*Aim of the task*. When a line of the entries below contains "river", it counts once; state how many such lines there are and nothing else.

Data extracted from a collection
-------
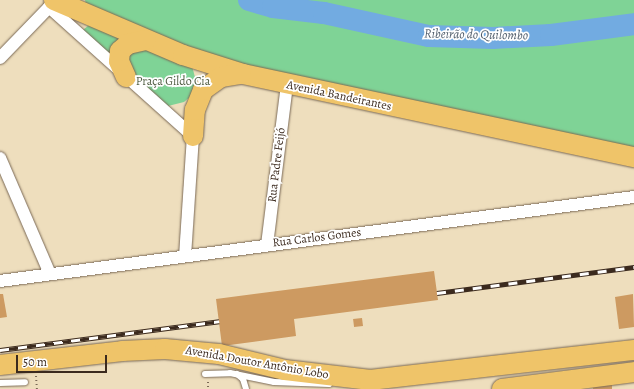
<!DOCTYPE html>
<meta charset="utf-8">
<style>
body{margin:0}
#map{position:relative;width:634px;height:389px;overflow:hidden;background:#eedebd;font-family:Alegreya,serif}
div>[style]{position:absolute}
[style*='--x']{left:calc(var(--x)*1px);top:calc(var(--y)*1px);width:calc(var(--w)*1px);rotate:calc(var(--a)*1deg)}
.green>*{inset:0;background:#7fd396}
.river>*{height:22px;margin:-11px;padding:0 11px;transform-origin:11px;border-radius:11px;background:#72abe1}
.building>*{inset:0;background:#cd9a61;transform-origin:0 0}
.path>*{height:2px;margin-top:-1px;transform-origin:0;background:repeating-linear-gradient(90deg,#7a6956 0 1px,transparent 0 4px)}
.roads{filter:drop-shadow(0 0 1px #7a6956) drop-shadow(0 0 1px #7a6956)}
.service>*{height:6px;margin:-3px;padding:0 3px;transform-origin:3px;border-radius:3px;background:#fff}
.minor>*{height:12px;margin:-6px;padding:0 6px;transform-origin:6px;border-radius:6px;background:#fff}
.primary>*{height:20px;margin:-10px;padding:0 10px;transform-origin:10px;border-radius:10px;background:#efc469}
.rail>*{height:4.5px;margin-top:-2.25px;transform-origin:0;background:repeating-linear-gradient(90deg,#fff 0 9px,#3b2a1e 0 18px);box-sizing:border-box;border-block:1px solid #3b2a1e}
span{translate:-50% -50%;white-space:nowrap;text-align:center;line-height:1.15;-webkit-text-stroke:3.5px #fff;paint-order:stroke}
.park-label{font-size:12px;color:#4f5d42}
.street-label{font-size:12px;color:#3b2a1e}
.water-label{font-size:13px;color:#515e6c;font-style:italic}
.scale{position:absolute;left:16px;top:355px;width:91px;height:18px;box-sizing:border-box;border:2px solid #3b2a1e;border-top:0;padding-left:5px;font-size:12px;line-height:14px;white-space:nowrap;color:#3b2a1e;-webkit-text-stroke:3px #fff;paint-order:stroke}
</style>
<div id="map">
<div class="green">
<div style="clip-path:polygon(85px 0,634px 0,634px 152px,281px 75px,173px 44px,86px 4px)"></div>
<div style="clip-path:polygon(89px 25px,192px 66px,196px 81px,190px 97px,184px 102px,168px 106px,83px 30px)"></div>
</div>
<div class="river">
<div style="--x:249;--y:0;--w:25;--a:16"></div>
<div style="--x:273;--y:7;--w:51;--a:6.7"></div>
<div style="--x:324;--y:13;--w:107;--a:12.4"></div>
<div style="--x:429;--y:36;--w:64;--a:1.8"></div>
<div style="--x:493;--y:38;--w:58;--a:-3"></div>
<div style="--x:551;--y:35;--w:84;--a:-7.5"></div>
</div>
<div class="building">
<div style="clip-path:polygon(434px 271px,438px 300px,294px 319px,296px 336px,222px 346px,216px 299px)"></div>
<div style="clip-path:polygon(0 294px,3px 294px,7px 317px,0 318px)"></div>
<div style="clip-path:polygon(633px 294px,634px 327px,619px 329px,615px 297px)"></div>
<div style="left:362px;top:318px;width:8px;height:9px;rotate:83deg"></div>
<div style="clip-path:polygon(612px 383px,612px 389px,593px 389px,593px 385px)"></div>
</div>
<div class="path">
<div style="--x:36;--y:376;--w:13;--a:86"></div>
<div style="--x:208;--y:382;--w:7;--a:90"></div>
</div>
<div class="roads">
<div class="service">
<div style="--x:205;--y:374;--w:25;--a:-2"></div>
<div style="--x:230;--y:373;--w:45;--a:11.6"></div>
<div style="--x:274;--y:382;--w:55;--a:2.1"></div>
<div style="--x:237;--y:374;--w:8;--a:40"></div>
<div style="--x:243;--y:379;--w:10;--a:73"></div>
<div style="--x:0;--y:383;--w:25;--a:-2"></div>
</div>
<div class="minor">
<div style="--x:49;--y:7;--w:193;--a:41.9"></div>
<div style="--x:193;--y:136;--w:120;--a:93.8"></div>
<div style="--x:0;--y:58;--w:78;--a:-46"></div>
<div style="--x:0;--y:158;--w:126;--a:66.7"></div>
<div style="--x:267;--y:245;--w:161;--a:-82.9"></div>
<div style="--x:0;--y:281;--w:640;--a:-7.55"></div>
</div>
<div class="primary">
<div style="--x:54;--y:0;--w:140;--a:23.1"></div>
<div style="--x:183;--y:55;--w:63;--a:17.6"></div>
<div style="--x:243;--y:74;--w:400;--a:12"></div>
<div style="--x:126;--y:77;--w:17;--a:-114"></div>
<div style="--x:119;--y:61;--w:10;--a:-84"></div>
<div style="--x:120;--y:51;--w:11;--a:-41"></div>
<div style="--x:128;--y:44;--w:18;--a:-13"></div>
<div style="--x:193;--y:136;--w:26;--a:-86"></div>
<div style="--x:195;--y:110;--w:22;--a:-68"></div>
<div style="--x:203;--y:90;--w:22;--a:-36"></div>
<div style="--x:221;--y:77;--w:20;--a:-9"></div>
<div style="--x:0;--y:365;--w:123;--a:-6.5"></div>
<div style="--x:122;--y:351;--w:43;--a:-2.7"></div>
<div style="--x:165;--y:349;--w:54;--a:5.3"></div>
<div style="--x:219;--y:354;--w:68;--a:13.6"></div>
<div style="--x:285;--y:370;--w:86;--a:6.7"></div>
<div style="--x:370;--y:380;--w:266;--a:-6.5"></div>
<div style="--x:502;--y:389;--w:133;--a:-7.3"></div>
</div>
</div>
<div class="rail">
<div style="--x:437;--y:293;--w:199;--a:-7.5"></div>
<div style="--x:0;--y:350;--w:221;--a:-7.5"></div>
</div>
<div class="park-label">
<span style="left:173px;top:82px">Praça Gildo Cia</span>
</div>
<div class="street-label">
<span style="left:339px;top:96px;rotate:12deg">Avenida Bandeirantes</span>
<span style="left:277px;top:165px;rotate:-83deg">Rua Padre Feijó</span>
<span style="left:317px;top:238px;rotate:-7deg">Rua Carlos Gomes</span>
<span style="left:257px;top:363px;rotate:10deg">Avenida Doutor Antônio Lobo</span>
</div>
<div class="water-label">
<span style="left:476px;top:35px;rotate:1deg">Ribeirão do Quilombo</span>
</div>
<div class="scale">50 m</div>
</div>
-------
*Answer space*. 2